Artigo do jornalista Ricardo Kotscho critica ou denuncia o jornalismo por atuar apenas “quando as sirenes tocam”. Ou como seria dito no meu Nordeste, gritar por Santa Luzia, depois da picada da cobra.

 

O veterano profissional se ressente de um fazer, vamos dizer, em extinção, que servia para denunciar – entes públicos e privados e evitar desmandos acidentes tragédias crimes escândalos – antes que pudessem se concretizar. Para Brumadinho, desmando acidente tragédia crime escândalo. Consumados.

 

Com a sirene ecoando em mim, ainda que ela não tenha soado para os de lá, no final de semana me deparei com uma lista de nomes divulgada pela imprensa. Pessoas que trabalhavam no local atingido, segundo o controle de seu empregador.

 

Detive-me a pensar sobre os donos daqueles nomes. Criar suas histórias. Presentear-lhes com um futuro mais bonito. Ocultar-lhes que suas vidas seriam encerradas de forma tão vil.

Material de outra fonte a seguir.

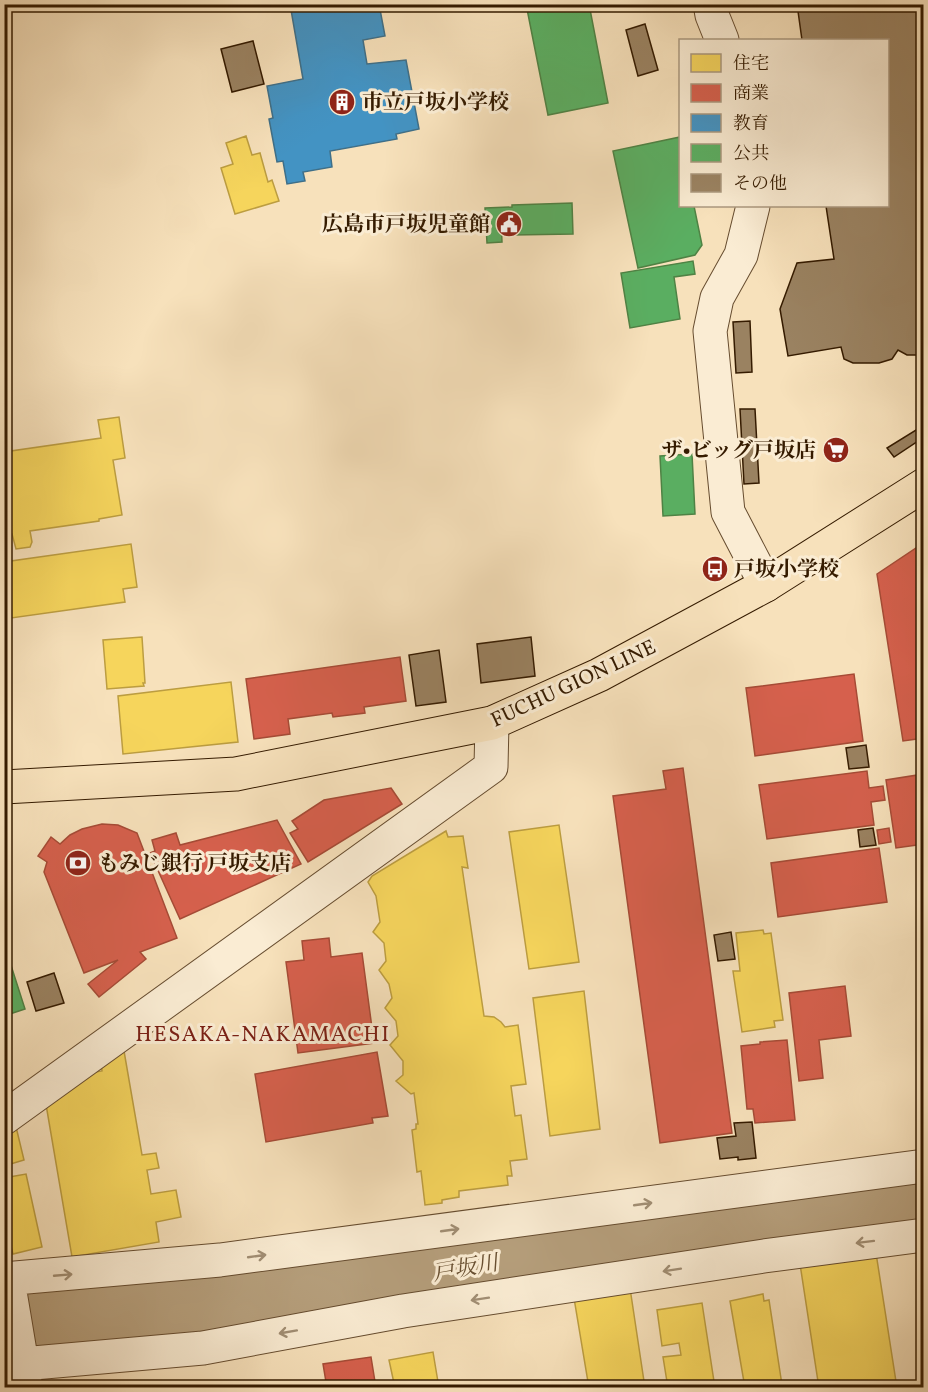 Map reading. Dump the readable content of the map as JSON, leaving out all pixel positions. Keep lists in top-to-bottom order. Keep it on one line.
{"streets":{"main road":["FUCHU GION LINE"]},"districts":["HESAKA-NAKAMACHI"],"water":["戸坂川"],"places":{"building":["市立戸坂小学校"],"public building":["広島市戸坂児童館"],"supermarket":["ザ•ビッグ戸坂店"],"bus stop":["戸坂小学校"],"bank":["もみじ銀行 戸坂支店"]},"legend":["住宅","商業","教育","公共","その他"]}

Esconder que às centenas, teriam um destino único na sexta-feira. Hoje, a mídia já é capaz de contar-lhes as existências sob o viés da notícia. E não da imaginação. Como ousei.

 

Passei a questionar o termo “mar de lama” usado pelos meios de comunicação para definir o estado em que as coisas ficaram na região. A expressão une vocábulos que, separados, evocam imagens diferentes. Poesia. Podridão. Juntos, não davam conta de explicar o ocorrido. Para além de um jogo de palavras.

 

Busquei a origem do termo. Remonta a uma fala dos opositores de Getúlio Vargas frente a denúncias de corrupção em seu governo. Aturdido, ele mesmo teria dito que se sentia sob “um mar de lama”. Para sair dele, matou-se.

 

Já em Brumadinho, o mar de lama, matou. E ainda que se buscasse por sobreviventes e ainda que se falasse em desaparecidos, a verdade estava a olhos vistos. Eram todos mortos. Estavam todos soterrados.

 

E tão mais difícil seria retirar dali seus corpos quanto mais o tempo passasse. Endurecesse a lama. Secasse o mar que, nas Minas Gerais, virava, de repente, sertão. Onde jaziam os donos das histórias interrompidas.